▶ **Work task**
Using the records below, output the stretch that opens with the line containing "Detect all text" and closes with the line containing "Please mark all street", exactly and including both lines, with nothing more.

▶ **Input**
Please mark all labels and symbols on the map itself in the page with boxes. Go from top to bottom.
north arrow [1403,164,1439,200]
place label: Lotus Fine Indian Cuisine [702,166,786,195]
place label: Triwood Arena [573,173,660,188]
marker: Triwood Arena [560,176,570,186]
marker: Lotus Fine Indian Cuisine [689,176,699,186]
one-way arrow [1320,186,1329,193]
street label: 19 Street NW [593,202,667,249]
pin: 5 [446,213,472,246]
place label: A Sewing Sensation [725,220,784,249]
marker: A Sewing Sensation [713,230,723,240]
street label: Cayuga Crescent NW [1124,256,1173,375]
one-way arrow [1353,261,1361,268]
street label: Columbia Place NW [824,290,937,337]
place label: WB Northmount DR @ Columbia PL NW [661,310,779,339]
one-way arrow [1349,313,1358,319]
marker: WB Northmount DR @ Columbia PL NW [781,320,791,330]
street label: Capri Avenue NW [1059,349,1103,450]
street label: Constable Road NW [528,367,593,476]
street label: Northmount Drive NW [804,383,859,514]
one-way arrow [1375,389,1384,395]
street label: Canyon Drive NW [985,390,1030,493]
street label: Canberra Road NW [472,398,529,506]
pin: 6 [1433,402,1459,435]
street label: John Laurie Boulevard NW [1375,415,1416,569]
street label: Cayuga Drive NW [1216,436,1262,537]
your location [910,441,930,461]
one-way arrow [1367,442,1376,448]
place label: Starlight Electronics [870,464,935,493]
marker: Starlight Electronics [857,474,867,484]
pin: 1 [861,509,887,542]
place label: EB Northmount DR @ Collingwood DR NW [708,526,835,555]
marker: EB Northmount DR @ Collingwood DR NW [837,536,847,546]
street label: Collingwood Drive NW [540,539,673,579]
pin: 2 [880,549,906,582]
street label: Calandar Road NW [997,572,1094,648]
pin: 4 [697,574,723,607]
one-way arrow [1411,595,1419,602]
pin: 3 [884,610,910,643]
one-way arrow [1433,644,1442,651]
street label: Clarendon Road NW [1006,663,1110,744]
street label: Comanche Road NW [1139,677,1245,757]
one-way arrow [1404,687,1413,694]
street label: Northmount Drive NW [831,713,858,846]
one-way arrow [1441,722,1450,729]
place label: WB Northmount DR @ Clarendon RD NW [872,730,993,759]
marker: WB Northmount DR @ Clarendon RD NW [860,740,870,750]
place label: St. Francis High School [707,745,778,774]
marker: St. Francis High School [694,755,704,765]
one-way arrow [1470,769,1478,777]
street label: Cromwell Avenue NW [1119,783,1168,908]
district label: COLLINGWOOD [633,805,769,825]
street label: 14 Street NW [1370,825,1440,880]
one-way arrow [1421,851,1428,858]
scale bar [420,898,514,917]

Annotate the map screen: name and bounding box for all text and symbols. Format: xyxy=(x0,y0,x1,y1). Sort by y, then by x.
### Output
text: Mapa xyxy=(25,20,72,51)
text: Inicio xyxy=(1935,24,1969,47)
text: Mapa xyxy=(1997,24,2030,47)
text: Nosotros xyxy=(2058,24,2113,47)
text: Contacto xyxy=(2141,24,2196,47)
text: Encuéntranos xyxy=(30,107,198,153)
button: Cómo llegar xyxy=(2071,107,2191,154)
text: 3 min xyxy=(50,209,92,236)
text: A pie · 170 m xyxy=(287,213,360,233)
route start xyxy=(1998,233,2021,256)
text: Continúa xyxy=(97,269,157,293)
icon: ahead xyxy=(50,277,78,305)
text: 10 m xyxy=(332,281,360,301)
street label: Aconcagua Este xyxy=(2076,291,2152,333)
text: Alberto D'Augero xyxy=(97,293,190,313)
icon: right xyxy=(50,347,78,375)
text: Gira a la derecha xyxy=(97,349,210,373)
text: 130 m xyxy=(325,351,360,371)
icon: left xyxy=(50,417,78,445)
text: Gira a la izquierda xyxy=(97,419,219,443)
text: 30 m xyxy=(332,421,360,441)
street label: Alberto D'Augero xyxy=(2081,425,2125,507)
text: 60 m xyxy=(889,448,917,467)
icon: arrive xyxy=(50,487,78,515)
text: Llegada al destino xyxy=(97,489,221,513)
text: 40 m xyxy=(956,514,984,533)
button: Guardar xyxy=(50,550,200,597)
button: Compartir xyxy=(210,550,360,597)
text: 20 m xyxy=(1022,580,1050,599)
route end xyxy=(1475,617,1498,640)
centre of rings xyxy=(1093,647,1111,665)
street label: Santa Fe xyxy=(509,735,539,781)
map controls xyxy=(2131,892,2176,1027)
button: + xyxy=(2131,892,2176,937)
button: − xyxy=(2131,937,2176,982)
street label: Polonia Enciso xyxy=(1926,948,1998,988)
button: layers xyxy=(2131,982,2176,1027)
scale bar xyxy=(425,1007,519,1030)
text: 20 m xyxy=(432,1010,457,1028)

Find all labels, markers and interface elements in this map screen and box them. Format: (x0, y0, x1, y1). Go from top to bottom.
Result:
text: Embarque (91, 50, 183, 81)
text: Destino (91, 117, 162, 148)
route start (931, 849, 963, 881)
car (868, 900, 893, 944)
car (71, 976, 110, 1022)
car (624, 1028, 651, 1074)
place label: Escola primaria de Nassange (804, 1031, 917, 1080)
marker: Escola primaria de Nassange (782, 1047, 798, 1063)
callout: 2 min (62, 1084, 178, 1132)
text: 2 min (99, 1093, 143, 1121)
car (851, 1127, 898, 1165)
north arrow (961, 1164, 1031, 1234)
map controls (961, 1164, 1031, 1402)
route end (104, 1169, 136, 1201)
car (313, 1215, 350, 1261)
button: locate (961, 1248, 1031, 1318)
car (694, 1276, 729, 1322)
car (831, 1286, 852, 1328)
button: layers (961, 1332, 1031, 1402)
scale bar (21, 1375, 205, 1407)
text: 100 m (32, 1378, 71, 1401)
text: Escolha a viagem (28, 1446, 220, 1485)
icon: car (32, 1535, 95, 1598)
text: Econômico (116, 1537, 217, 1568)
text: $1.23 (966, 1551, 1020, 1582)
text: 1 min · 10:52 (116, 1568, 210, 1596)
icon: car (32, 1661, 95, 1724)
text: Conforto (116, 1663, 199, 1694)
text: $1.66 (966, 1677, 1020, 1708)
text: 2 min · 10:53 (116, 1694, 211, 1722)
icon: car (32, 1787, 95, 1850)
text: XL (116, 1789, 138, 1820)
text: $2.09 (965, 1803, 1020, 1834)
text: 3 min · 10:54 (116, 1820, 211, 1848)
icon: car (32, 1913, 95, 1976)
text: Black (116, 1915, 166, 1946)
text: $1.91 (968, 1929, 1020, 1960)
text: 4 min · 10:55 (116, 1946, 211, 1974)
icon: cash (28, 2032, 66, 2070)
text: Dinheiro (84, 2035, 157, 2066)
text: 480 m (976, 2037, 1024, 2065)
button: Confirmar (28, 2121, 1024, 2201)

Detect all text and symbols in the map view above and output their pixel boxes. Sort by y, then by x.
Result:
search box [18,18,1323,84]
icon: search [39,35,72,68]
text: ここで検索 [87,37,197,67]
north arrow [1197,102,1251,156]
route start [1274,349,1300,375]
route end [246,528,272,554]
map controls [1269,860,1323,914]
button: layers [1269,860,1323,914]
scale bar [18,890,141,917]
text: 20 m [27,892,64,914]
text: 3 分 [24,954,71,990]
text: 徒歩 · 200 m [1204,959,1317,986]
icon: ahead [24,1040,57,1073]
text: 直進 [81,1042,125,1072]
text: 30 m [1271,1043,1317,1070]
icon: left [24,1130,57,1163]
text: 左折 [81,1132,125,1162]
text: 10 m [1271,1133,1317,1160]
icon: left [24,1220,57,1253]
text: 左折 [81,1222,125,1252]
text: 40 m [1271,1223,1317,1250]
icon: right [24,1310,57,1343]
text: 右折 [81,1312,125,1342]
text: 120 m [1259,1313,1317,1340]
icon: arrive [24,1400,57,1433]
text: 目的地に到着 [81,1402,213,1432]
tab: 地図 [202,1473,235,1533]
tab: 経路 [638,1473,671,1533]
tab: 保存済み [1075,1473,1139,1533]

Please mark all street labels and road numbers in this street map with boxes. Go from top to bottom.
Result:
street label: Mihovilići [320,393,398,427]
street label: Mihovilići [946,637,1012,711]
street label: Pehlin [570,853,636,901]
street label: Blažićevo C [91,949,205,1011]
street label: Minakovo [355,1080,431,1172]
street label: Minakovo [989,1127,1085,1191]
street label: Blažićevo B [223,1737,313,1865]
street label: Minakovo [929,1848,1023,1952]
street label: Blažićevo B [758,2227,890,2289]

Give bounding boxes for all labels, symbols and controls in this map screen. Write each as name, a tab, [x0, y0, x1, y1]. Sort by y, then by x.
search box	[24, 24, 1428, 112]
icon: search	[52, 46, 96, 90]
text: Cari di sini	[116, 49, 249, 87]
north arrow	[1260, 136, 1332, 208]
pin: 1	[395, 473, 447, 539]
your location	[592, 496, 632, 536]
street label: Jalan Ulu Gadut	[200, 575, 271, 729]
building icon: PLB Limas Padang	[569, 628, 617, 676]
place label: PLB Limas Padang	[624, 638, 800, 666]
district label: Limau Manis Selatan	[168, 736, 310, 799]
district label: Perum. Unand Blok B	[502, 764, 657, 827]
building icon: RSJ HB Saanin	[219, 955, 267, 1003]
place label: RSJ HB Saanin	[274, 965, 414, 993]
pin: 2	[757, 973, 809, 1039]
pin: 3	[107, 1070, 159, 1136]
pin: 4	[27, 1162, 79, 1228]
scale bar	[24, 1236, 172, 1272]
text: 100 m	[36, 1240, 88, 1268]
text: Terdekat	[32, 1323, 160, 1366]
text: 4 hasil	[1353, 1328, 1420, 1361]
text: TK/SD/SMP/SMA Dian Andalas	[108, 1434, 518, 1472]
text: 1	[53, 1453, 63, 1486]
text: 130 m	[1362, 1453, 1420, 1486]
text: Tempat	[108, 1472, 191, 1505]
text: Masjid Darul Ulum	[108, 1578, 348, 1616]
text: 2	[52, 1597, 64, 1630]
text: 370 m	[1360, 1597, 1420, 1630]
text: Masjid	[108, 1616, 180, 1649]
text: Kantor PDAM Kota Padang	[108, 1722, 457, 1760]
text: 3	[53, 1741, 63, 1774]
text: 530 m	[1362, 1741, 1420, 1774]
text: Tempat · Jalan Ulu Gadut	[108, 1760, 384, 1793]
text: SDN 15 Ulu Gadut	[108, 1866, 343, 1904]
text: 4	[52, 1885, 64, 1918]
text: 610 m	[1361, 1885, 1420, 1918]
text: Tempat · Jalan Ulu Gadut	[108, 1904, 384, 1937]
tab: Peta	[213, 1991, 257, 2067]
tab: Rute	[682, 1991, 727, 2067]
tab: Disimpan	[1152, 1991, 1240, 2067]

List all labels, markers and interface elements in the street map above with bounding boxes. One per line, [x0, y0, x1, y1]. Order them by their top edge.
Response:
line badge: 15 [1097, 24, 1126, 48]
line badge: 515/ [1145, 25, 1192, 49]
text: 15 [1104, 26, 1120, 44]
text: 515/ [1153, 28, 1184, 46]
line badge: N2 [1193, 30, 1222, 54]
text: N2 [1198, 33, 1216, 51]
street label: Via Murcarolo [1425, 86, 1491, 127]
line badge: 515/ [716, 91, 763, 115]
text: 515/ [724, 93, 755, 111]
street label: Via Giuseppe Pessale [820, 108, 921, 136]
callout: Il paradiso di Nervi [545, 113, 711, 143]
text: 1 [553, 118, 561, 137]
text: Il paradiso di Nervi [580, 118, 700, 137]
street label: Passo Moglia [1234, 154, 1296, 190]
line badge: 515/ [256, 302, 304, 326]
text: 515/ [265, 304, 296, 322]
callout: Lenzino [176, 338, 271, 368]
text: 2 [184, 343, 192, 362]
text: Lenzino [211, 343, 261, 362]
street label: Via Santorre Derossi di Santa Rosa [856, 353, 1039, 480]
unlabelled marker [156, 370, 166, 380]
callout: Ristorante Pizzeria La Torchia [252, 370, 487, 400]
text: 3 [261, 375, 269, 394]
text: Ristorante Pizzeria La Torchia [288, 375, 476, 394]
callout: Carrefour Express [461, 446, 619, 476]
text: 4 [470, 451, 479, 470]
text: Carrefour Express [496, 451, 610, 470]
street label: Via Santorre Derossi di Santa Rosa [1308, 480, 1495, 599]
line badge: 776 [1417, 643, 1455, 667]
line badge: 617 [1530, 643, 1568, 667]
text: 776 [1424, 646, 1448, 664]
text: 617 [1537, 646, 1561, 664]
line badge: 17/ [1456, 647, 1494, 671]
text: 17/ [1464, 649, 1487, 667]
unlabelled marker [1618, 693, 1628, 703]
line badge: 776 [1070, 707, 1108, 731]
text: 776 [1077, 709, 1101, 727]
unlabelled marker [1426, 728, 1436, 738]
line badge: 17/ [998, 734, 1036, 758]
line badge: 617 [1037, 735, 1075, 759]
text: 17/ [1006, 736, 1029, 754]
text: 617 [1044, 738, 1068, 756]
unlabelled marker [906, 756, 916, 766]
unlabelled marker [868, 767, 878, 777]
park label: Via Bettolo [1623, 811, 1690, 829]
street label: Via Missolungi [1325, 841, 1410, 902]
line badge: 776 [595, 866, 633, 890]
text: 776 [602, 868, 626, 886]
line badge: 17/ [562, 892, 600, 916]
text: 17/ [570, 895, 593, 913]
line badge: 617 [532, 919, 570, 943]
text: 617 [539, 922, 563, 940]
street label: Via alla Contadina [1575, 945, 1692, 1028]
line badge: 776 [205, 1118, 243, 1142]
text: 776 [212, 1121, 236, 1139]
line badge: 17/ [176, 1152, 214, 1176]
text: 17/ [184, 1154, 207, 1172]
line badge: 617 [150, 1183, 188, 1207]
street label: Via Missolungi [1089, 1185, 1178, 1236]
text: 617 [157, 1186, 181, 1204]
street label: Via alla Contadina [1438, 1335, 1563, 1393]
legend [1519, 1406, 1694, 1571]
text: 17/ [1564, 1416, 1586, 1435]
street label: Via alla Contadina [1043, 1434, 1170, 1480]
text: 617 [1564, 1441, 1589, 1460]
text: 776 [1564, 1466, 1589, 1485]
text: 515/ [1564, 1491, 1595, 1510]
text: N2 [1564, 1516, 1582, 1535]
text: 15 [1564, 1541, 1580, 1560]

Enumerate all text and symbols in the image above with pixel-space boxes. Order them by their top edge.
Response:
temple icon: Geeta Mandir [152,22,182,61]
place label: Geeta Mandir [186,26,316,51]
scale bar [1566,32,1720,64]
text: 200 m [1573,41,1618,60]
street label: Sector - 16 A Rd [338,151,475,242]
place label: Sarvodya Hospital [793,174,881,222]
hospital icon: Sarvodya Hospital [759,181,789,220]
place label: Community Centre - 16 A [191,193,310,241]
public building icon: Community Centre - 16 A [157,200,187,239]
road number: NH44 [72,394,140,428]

▶ **Solved exercise**
Detect all text and symbols in the map view above and output their pixel boxes. Sort by y, then by x.
Result:
search box [18,18,1323,84]
icon: search [39,35,72,68]
text: ここで検索 [87,37,197,67]
north arrow [1197,102,1251,156]
route start [1274,349,1300,375]
route end [246,528,272,554]
map controls [1269,860,1323,914]
button: layers [1269,860,1323,914]
scale bar [18,890,141,917]
text: 20 m [27,892,64,914]
text: 3 分 [24,954,71,990]
text: 徒歩 · 200 m [1204,959,1317,986]
icon: ahead [24,1040,57,1073]
text: 直進 [81,1042,125,1072]
text: 30 m [1271,1043,1317,1070]
icon: left [24,1130,57,1163]
text: 左折 [81,1132,125,1162]
text: 10 m [1271,1133,1317,1160]
icon: left [24,1220,57,1253]
text: 左折 [81,1222,125,1252]
text: 40 m [1271,1223,1317,1250]
icon: right [24,1310,57,1343]
text: 右折 [81,1312,125,1342]
text: 120 m [1259,1313,1317,1340]
icon: arrive [24,1400,57,1433]
text: 目的地に到着 [81,1402,213,1432]
tab: 地図 [202,1473,235,1533]
tab: 経路 [638,1473,671,1533]
tab: 保存済み [1075,1473,1139,1533]

Please mark all street labels and road numbers in this street map with boxes. Go from top to bottom.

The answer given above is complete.